Although Bretz & SchmidtNielsen ‘72 is not more recent than the source site originally referenced, it doesn’t matter as Bretz & SchmidtNielsen ‘72 has perfectly adequate authority, the originally sourced site did not endorse the original version, and I believe it’s hard to find one that does. Strangetruther (talk) 18:25, 29 August 2010 (UTC)[reply]

Also, the Ritchson reference "BIO 554/754 - Ornithology: Avian respiration" (reference #15 when I saw it) talks about moveable valves, for which it references: Bernhard, W., P. L. Haslam, and J. Floros. 2004. From birds to humans: new concepts on airways relative to alveolar surfactant.

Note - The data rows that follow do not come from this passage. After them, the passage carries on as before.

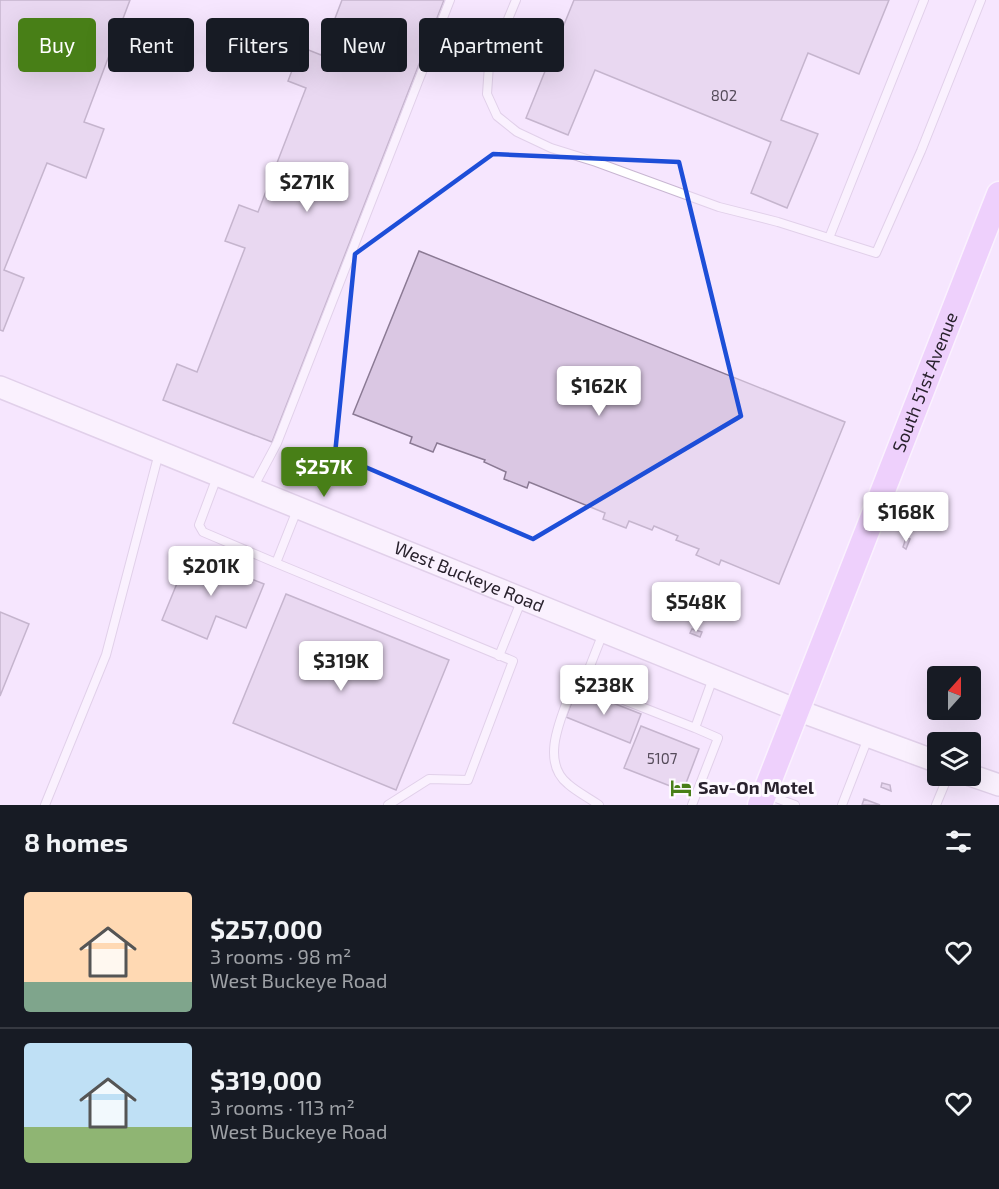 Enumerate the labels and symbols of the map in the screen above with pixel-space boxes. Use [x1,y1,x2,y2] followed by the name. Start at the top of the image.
[711,86,737,104] house number: 802
[265,162,349,213] pin: $271K
[887,309,962,455] street label: South 51st Avenue
[557,366,641,417] pin: $162K
[282,447,366,498] pin: $257K
[864,492,948,543] pin: $168K
[391,536,548,616] street label: West Buckeye Road
[169,546,253,597] pin: $201K
[654,582,738,633] pin: $548K
[299,641,383,692] pin: $319K
[562,665,646,716] pin: $238K
[927,666,981,720] north arrow
[647,749,678,767] house number: 5107
[669,776,693,800] hotel icon: Sav-On Motel
[698,776,814,798] place label: Sav-On Motel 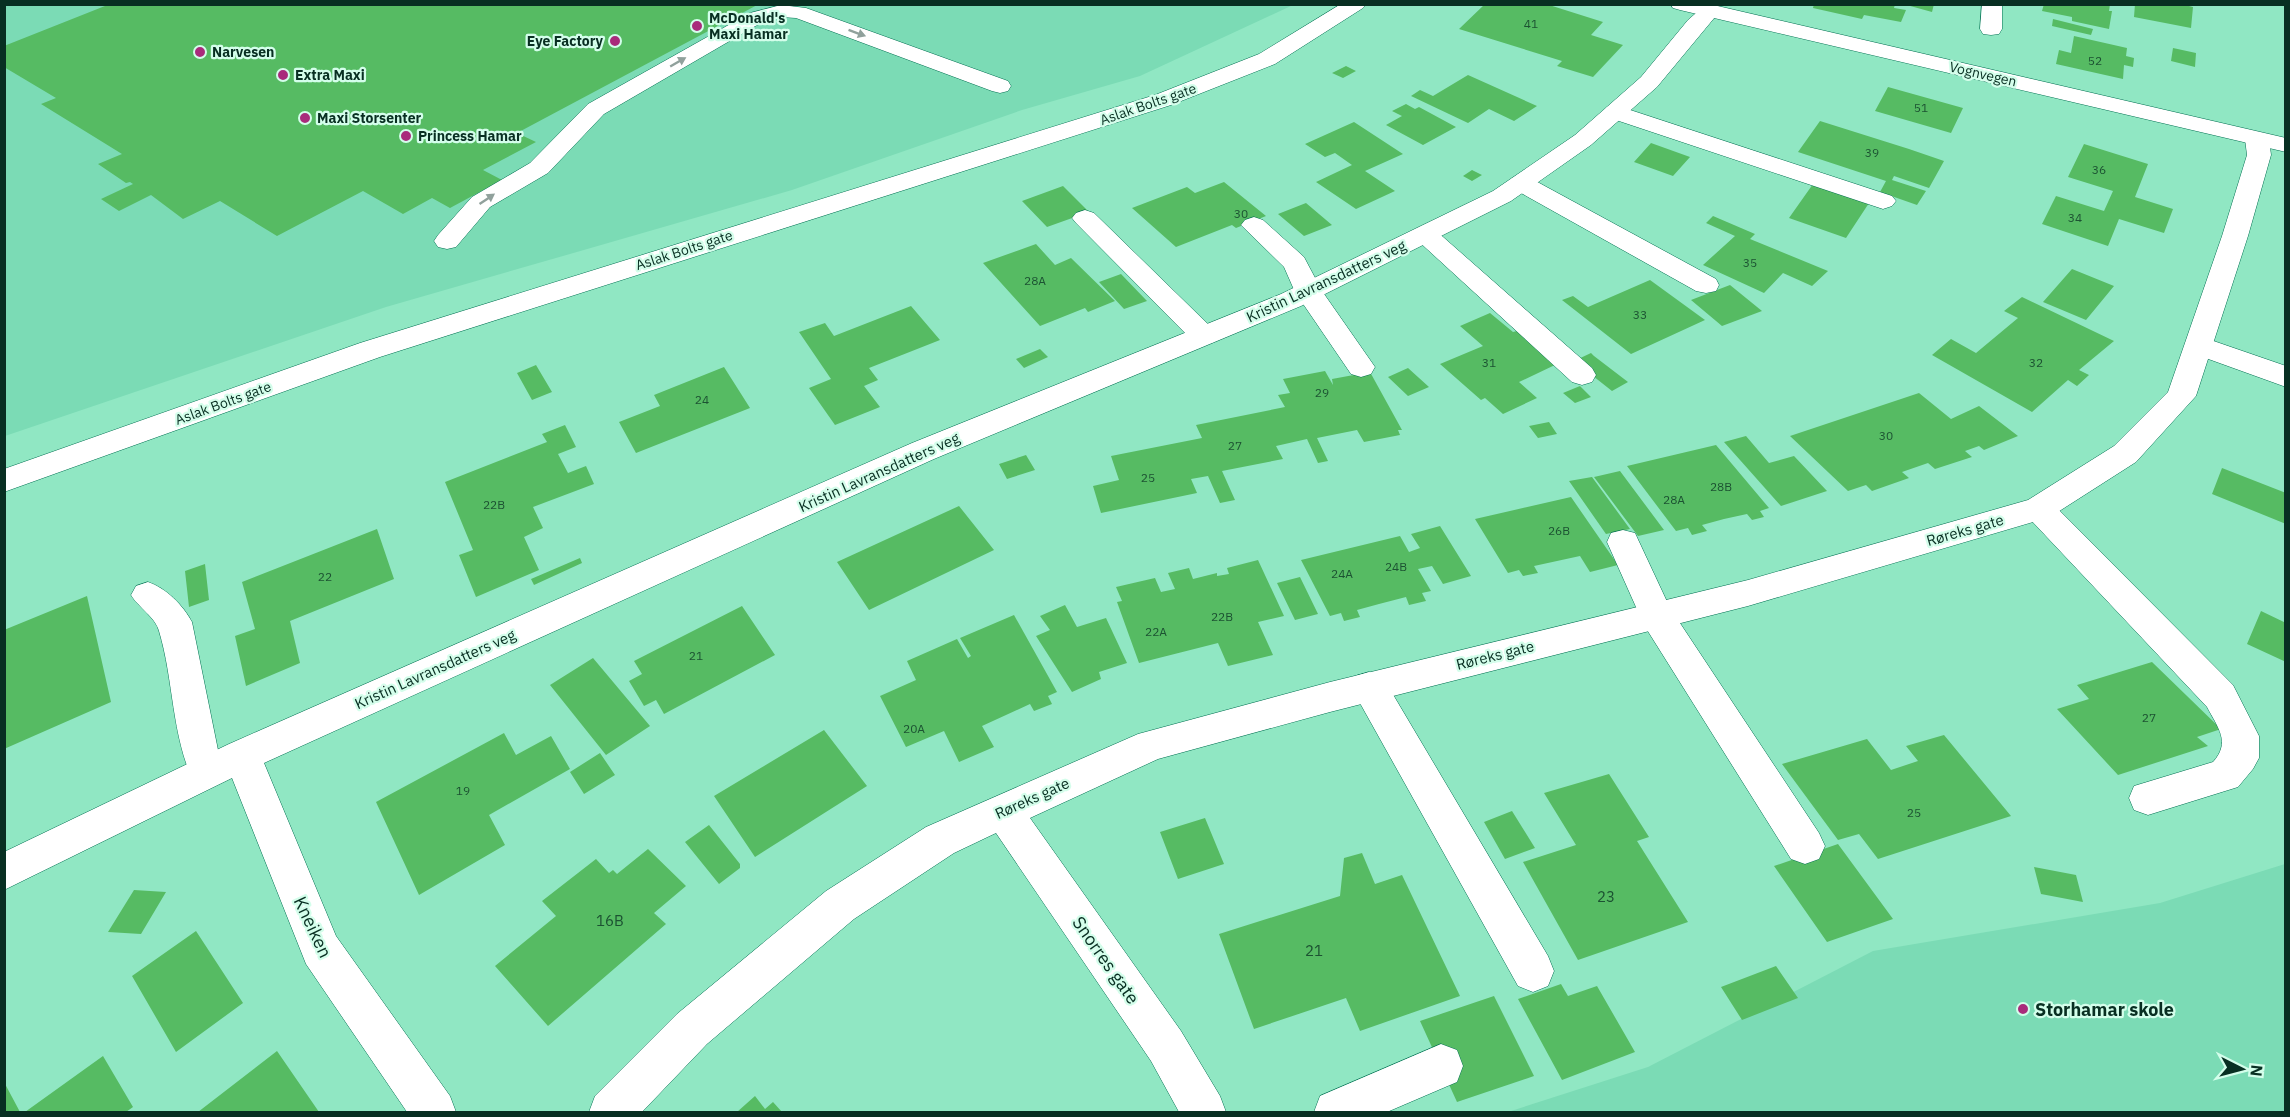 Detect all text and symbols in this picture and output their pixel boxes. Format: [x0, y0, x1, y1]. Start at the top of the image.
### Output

American Journal of Respiratory Cell and Molecular Biology 30: 6-11. Ritchson uses a diagram it gets from Bernhard et al, but the latter simply imply moveable valves and of course give no evidence for them (they are now thought not to exist). Too much of this original Wikipedia page and its references are problematic, and I'm going to give this section, and the Respiratory System section of the bird anatomy page a good spring cleaning soon. Strangetruther (talk) 21:14, 3 January 2011 (UTC)[reply]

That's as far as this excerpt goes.